** Opening Data for this exercise block **

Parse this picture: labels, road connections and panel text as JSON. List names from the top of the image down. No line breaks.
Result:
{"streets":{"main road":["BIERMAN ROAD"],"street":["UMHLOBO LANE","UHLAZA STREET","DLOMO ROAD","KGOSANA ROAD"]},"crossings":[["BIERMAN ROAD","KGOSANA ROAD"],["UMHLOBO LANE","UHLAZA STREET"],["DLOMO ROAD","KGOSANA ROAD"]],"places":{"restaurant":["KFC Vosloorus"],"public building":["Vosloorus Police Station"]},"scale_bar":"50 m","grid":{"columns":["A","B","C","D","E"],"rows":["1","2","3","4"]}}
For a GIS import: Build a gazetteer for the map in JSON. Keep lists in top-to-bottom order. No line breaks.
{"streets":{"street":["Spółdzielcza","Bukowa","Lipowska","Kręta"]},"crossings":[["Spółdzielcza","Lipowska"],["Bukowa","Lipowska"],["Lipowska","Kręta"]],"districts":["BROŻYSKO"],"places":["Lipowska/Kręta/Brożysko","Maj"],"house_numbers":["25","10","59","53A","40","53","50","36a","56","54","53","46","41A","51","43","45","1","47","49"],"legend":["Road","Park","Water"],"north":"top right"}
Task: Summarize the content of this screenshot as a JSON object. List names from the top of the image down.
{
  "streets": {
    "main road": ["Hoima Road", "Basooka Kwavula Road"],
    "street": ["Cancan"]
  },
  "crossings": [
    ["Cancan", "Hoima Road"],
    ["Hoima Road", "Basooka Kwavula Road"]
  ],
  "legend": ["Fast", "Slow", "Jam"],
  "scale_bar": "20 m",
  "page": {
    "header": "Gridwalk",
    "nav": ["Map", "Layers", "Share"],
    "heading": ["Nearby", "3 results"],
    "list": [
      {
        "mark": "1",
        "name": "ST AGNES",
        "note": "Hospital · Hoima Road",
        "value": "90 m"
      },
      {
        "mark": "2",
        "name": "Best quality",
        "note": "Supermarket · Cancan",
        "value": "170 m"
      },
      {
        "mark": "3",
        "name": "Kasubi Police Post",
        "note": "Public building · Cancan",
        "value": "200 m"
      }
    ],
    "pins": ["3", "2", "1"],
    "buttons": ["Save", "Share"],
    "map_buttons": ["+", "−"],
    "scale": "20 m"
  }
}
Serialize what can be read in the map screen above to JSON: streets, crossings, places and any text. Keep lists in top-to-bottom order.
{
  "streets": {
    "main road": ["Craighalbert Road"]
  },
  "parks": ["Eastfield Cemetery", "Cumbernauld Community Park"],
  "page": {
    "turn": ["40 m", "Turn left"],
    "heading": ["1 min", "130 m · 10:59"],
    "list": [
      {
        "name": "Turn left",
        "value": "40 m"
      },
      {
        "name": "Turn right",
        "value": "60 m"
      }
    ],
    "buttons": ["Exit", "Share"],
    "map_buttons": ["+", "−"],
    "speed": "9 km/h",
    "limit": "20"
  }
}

** Closing Data for this exercise block **

The records above must be written out again exactly.

Parse this picture: labels, road connections and panel text as JSON. List names from the top of the image down. No line breaks.
Result:
{"streets":{"main road":["BIERMAN ROAD"],"street":["UMHLOBO LANE","UHLAZA STREET","DLOMO ROAD","KGOSANA ROAD"]},"crossings":[["BIERMAN ROAD","KGOSANA ROAD"],["UMHLOBO LANE","UHLAZA STREET"],["DLOMO ROAD","KGOSANA ROAD"]],"places":{"restaurant":["KFC Vosloorus"],"public building":["Vosloorus Police Station"]},"scale_bar":"50 m","grid":{"columns":["A","B","C","D","E"],"rows":["1","2","3","4"]}}
For a GIS import: Build a gazetteer for the map in JSON. Keep lists in top-to-bottom order. No line breaks.
{"streets":{"street":["Spółdzielcza","Bukowa","Lipowska","Kręta"]},"crossings":[["Spółdzielcza","Lipowska"],["Bukowa","Lipowska"],["Lipowska","Kręta"]],"districts":["BROŻYSKO"],"places":["Lipowska/Kręta/Brożysko","Maj"],"house_numbers":["25","10","59","53A","40","53","50","36a","56","54","53","46","41A","51","43","45","1","47","49"],"legend":["Road","Park","Water"],"north":"top right"}
Task: Summarize the content of this screenshot as a JSON object. List names from the top of the image down.
{
  "streets": {
    "main road": ["Hoima Road", "Basooka Kwavula Road"],
    "street": ["Cancan"]
  },
  "crossings": [
    ["Cancan", "Hoima Road"],
    ["Hoima Road", "Basooka Kwavula Road"]
  ],
  "legend": ["Fast", "Slow", "Jam"],
  "scale_bar": "20 m",
  "page": {
    "header": "Gridwalk",
    "nav": ["Map", "Layers", "Share"],
    "heading": ["Nearby", "3 results"],
    "list": [
      {
        "mark": "1",
        "name": "ST AGNES",
        "note": "Hospital · Hoima Road",
        "value": "90 m"
      },
      {
        "mark": "2",
        "name": "Best quality",
        "note": "Supermarket · Cancan",
        "value": "170 m"
      },
      {
        "mark": "3",
        "name": "Kasubi Police Post",
        "note": "Public building · Cancan",
        "value": "200 m"
      }
    ],
    "pins": ["3", "2", "1"],
    "buttons": ["Save", "Share"],
    "map_buttons": ["+", "−"],
    "scale": "20 m"
  }
}
Serialize what can be read in the map screen above to JSON: streets, crossings, places and any text. Keep lists in top-to-bottom order.
{
  "streets": {
    "main road": ["Craighalbert Road"]
  },
  "parks": ["Eastfield Cemetery", "Cumbernauld Community Park"],
  "page": {
    "turn": ["40 m", "Turn left"],
    "heading": ["1 min", "130 m · 10:59"],
    "list": [
      {
        "name": "Turn left",
        "value": "40 m"
      },
      {
        "name": "Turn right",
        "value": "60 m"
      }
    ],
    "buttons": ["Exit", "Share"],
    "map_buttons": ["+", "−"],
    "speed": "9 km/h",
    "limit": "20"
  }
}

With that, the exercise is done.